Machinedesign 11961 Fab Lab Image 1 1

A Field Trip to the 3D Experience Fab Lab

Sept. 12, 2017
Dassault Systemes and Solidworks’ 3D Experience Fab Lab in Boston shows how the maker movement is making waves in the engineering space.

Field trips are always fun. Any kid in school can tell you that escaping the classroom is the best kind of school day, short of having a substitute teacher and watching a video. I was recently able to experience a field day trip myself when Dassault Systemes invited me on a tour of its 3D Experience Fab Lab.

The 3D Experience Fab Lab opened its doors in Boston on May 30, 2017, for anyone looking to become a creator (aka a fabber).

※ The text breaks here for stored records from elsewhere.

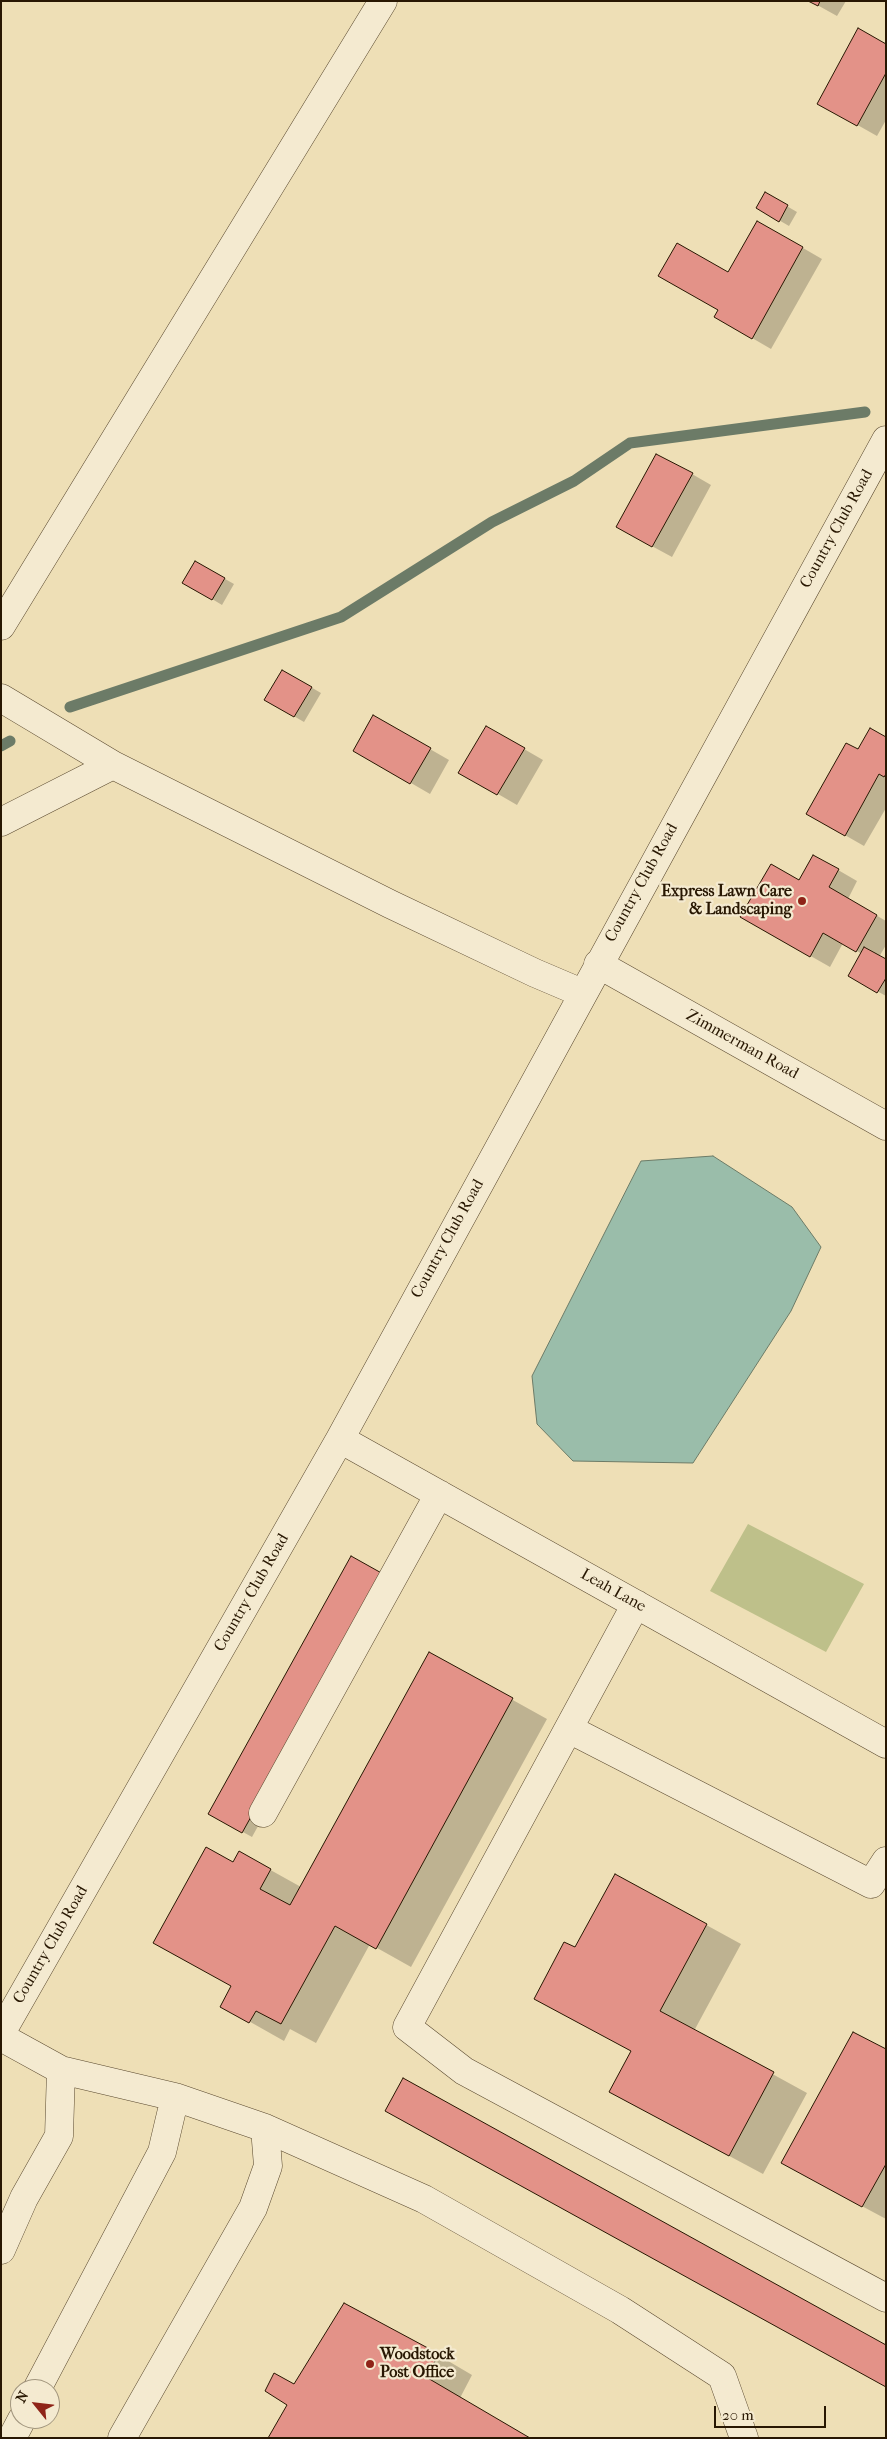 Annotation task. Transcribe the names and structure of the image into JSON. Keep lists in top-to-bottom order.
{
  "streets": {
    "street": ["Country Club Road", "Zimmerman Road", "Leah Lane"]
  },
  "crossings": [
    ["Country Club Road", "Zimmerman Road"],
    ["Country Club Road", "Leah Lane"]
  ],
  "places": ["Express Lawn Care & Landscaping", "Woodstock Post Office"],
  "scale_bar": "20 m",
  "north": "top left"
}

A fab lab is a “fabrication lab” designed to offer communities a place to tinker, design, and create. It’s basically a small-scale workshop that houses a variety of modern design tools including computers, 3D printers, laser cutters, 3-axis CNC machines, water jet cutters, and digital electronics like microprocessors, Arduino boards, and circuit stations. The original fab lab program was a collaboration between the Grassroots Invention Group and the Center for Bits and Atoms at the Media Lab at Massachusetts Institute of Technology (MIT) back in 2001.

The lab is host to an array of different machinery including 3D printers, laser cutters, and modeling software.

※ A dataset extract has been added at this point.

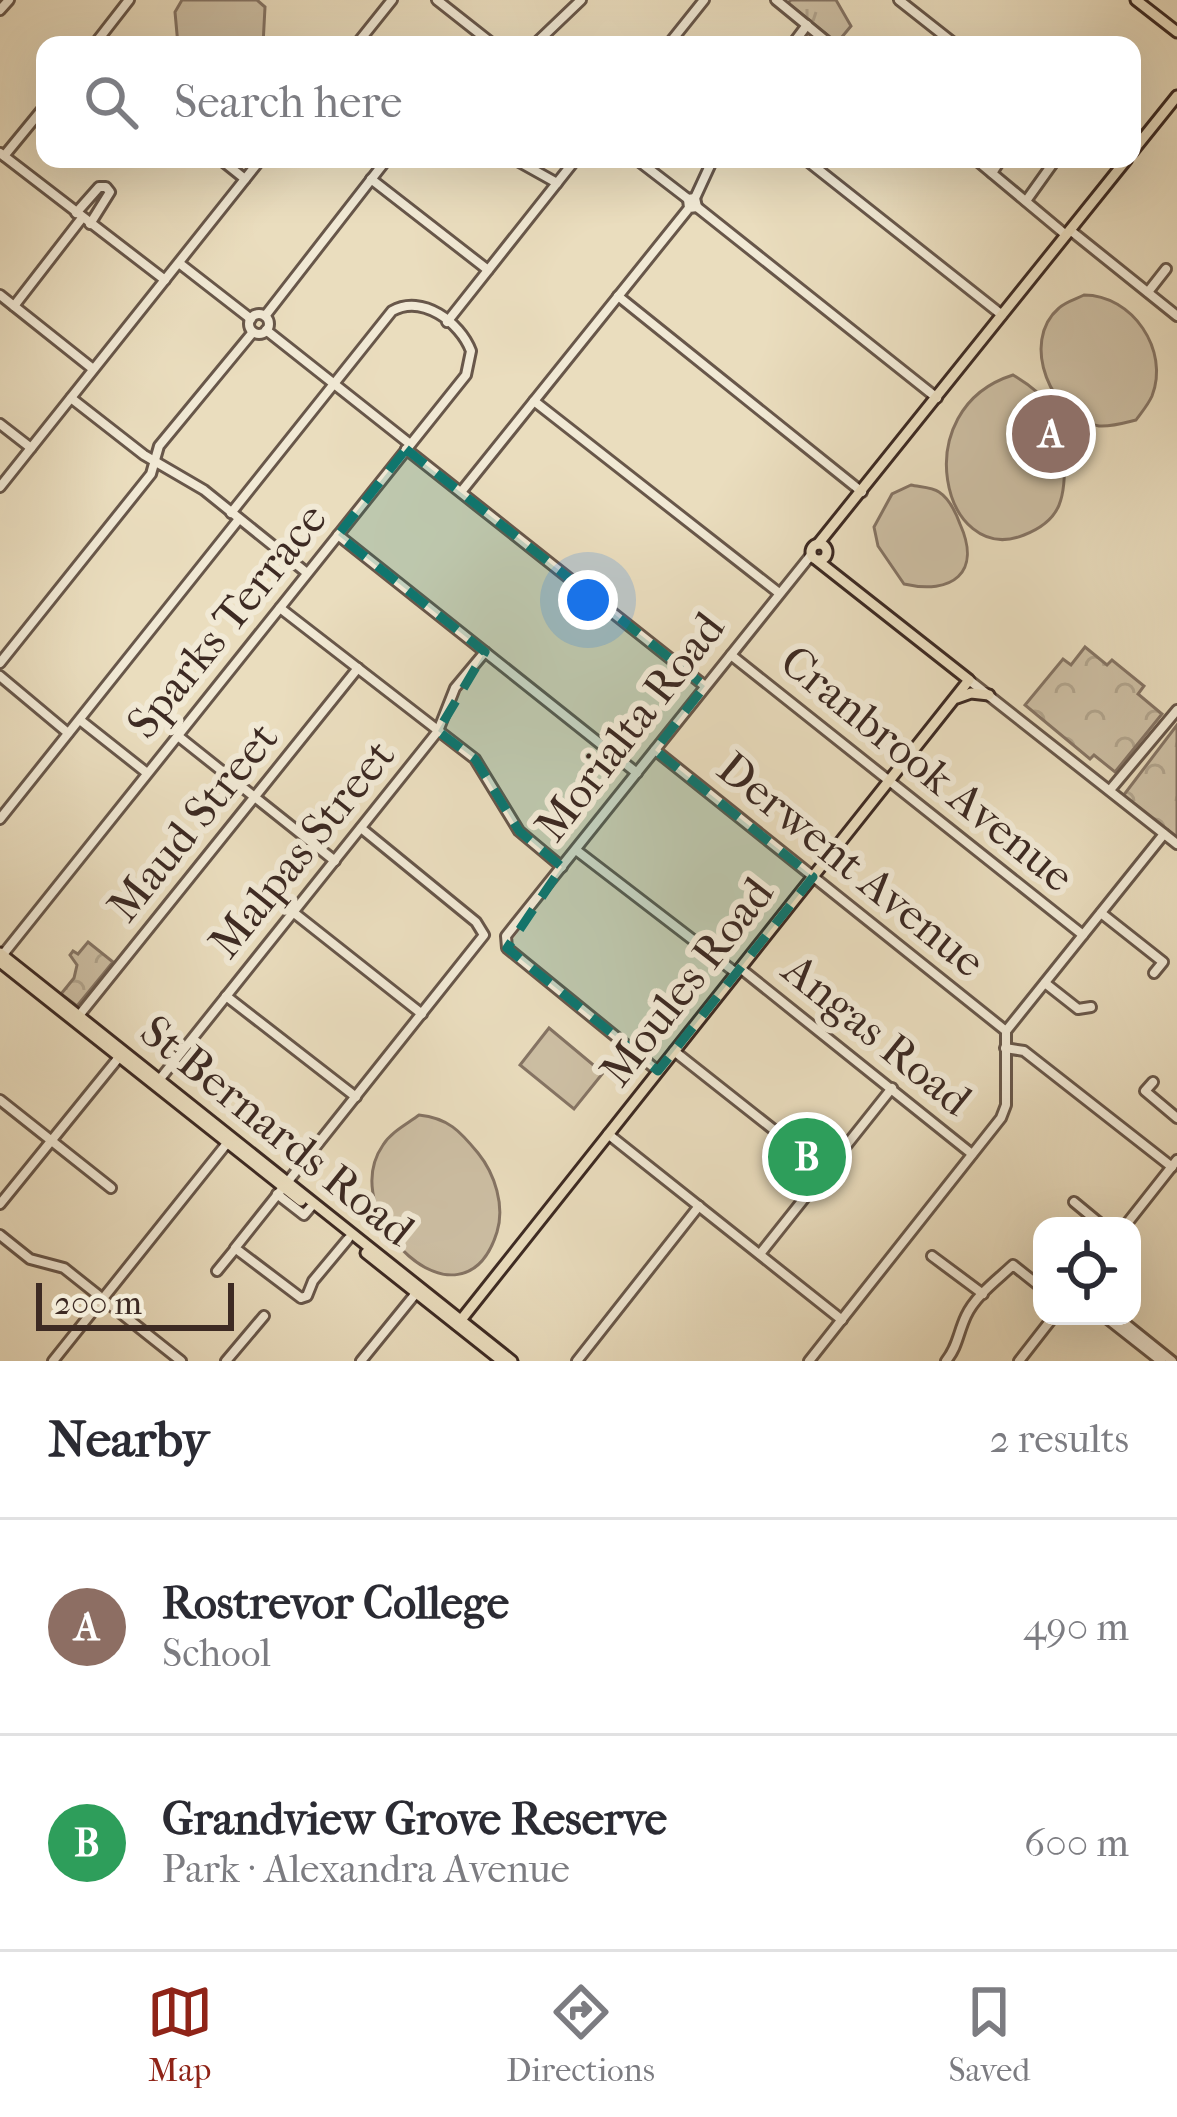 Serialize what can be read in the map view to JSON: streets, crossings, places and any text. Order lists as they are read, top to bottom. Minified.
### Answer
{"streets":{"main road":["Morialta Road","Moules Road","St Bernards Road"],"street":["Sparks Terrace","Cranbrook Avenue","Maud Street","Malpas Street","Derwent Avenue","Angas Road"]},"crossings":[["Sparks Terrace","St Bernards Road"],["Morialta Road","Cranbrook Avenue"],["Morialta Road","Derwent Avenue"],["Morialta Road","Moules Road"],["Morialta Road","Angas Road"],["Cranbrook Avenue","Moules Road"],["Maud Street","St Bernards Road"],["Malpas Street","St Bernards Road"],["Derwent Avenue","Moules Road"],["Moules Road","Angas Road"],["Moules Road","St Bernards Road"]],"scale_bar":"200 m","page":{"search":"Search here","pins":["A","B"],"scale":"200 m","heading":["Nearby","2 results"],"list":[{"mark":"A","name":"Rostrevor College","note":"School","value":"490 m"},{"mark":"B","name":"Grandview Grove Reserve","note":"Park · Alexandra Avenue","value":"600 m"}],"nav":["Map","Directions","Saved"]}}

There are two 3D Experience Labs, one in Paris and the new Boston lab, which had its grand opening May 30. It has a design engineer capacity of 55 and hosts several tools and workstations for any design project imaginable. Along with hosting the basic design machines like a 3D printer and CNC machine, it also has a sewing machine, tablet workstation with drawing pens, a 3D object scanner for modeling, and a telepresence robot for communications with other design sites. The lab is a 3,100-square-foot setup in collaboration with MIT’s Center for Bits and Atoms. The lab is connected to over 1,000 other maker spaces through the Fab Foundation network.

The main attraction is the Mentor-Fabber Collaboration Model, which brings young students and engineering mentors together in the fab lab. A fabber (user) invests a total of 20 hours in mentor-assisted training across all the lab tools and gains full access to all the tools and facilities of the lab. The fab lab has three different collaboration levels:

Bring Your Own Projects (BYOP): Fabbers and mentors from the Dassault Systemes community can work on their own personal projects, be it a special-purpose drone or a lightweight laptop accessory.

Fab Lab Startup Kit: These are ready-to-go individual or collaborative projects, indexed from simple to complex, that new fabbers can immediately start working on with their mentors.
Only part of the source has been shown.